Martina F., 25 anni, studentessa dell’Accademia delle Belle arti di Brera e fotografa, mercoledì sera è stata respinta dai buttafuori dell’Old Fashion a causa del «kit di sopravvivenza» da cui non poteva separarsi.
Per ragioni di sicurezza, liquidi e bustine nel locale non sono consentiti. Ma lei, malata di diabete mellito di tipo 1, deve avere lo zucchero sempre con sé, immediatamente disponibile per i casi di bisogno.
«Quando vai in ipoglicemia, anche solo per una emozione o un piccolo errore di calcolo, il cervello va d’improvviso in blackout. Non riesci a parlare, e a camminare, stai male. Hai la tachicardia, il corpo ti si svuota. Rischi di svenire e avere le convulsioni, devi intervenire subito, rialzare i livelli di glucosio in pochi secondi», racconta la ragazza. Ai buttafuori ha mostrato il tesserino medico. Non c’è stato nulla da fare: «Al bar ti danno quanto zucchero e succo vuoi», le hanno risposto.

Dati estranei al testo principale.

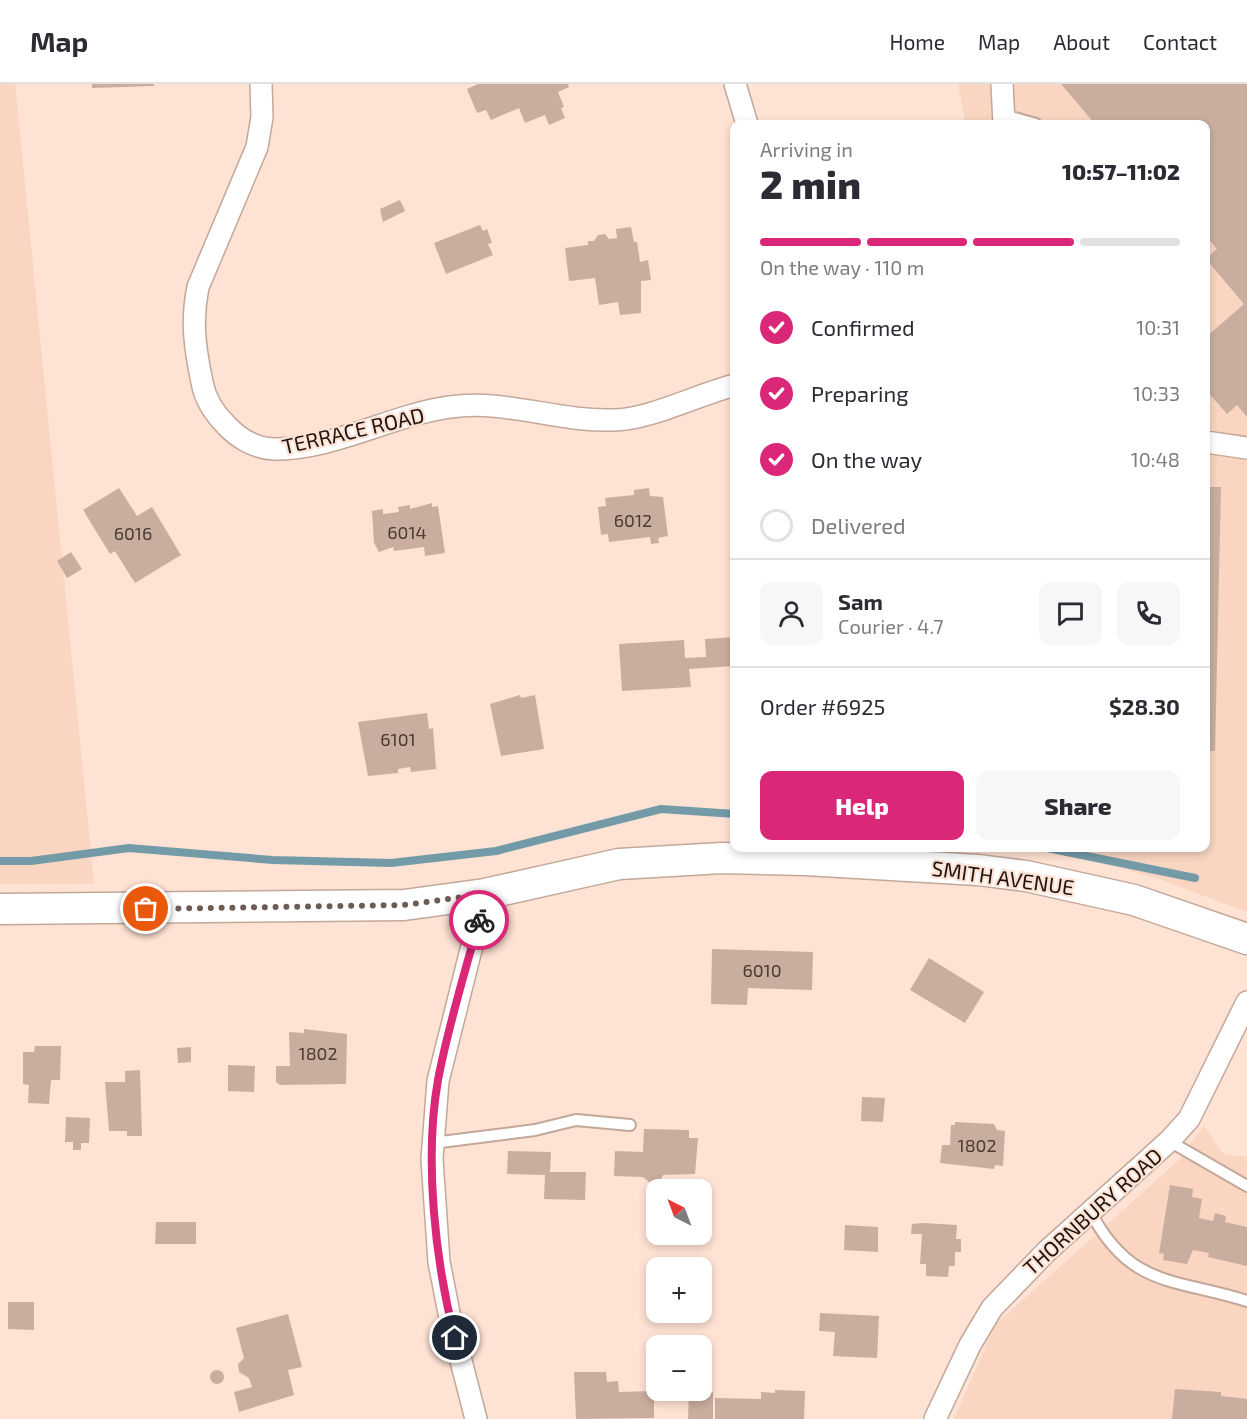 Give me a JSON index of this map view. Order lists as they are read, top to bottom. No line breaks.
{"streets":{"main road":["SMITH AVENUE"],"street":["TERRACE ROAD","THORNBURY ROAD"]},"house_numbers":["6012","6014","6016","6101","6010","1802","1802"],"north":"top left","page":{"header":"Map","nav":["Home","Map","About","Contact"],"heading":["2 min","Arriving in","10:57–11:02"],"panel":["Sam","Courier · 4.7","Order #6925","$28.30"],"bar":"On the way · 110 m","list":[["Confirmed","10:31"],["Preparing","10:33"],["On the way","10:48"],"Delivered"],"buttons":["Help","Share"],"map_buttons":["+","−"]}}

L’intero gruppo dei suoi amici a quel punto ha deciso di non entrare più, se ne sono andati tutti a casa, facendo saltare la festa di laurea.
Il giorno dopo Martina si è sfogata sul portalediabete.org raccontando la sua triste avventura.
In poche ore la notizia è rimbalza sulle agenzie, le recensioni dell’Old Fashion su TripAdvisor e Google. Il professor Lorenzo Piemonti, esperto in diabete, affida a Facebook parole di pieno appoggio alla studentessa: «Queste persone in ogni istante devono essere attrezzate. Un piccolo ritardo può essere fatale». E Gianni Lamenza, presidente di Diabete Italia, dice «C’è troppa ignoranza».
Il proprietario del locale Roberto Cominardi prima si difende («Come sugli aerei, non possiamo far entrare liquidi o polveri che possano contenere sostanze fuori controllo») ma poi, in serata, fa arrivare alla studentessa le scuse, in forma privata. «Tardive ma apprezzate — sostiene Martina —. È stata una discriminazione e un’offesa per me e per tutti i diabetici, mi sono sentita mortificata».
«Non c’è cura, solo terapia. È stato l’inizio di una vita nuova dove sono il medico di me stessa, mai più spensierata. Dipendente sempre da penne di insulina, carboidrati misurati ad ogni pasto e bustine di zucchero — racconta —. Dieci buchi alle dita ogni giorno con la “penna” per misurare la glicemia, altrettante siringhe di insulina. Di notte per controllare il livello di glucosio mi sveglio ogni tre ore. E come me tantissimi altri. Siamo 250 mila in Italia».
Bisogna trovare un compromesso tra sicurezza e rispetto delle necessità di salute, continua, la ragazza.
E a che le chiede, tornerai in quella discoteca? Martina risponde: «Ho l’età e la forza per farlo. Certo che sì. Ma che questa storia serva d’esempio a tutti».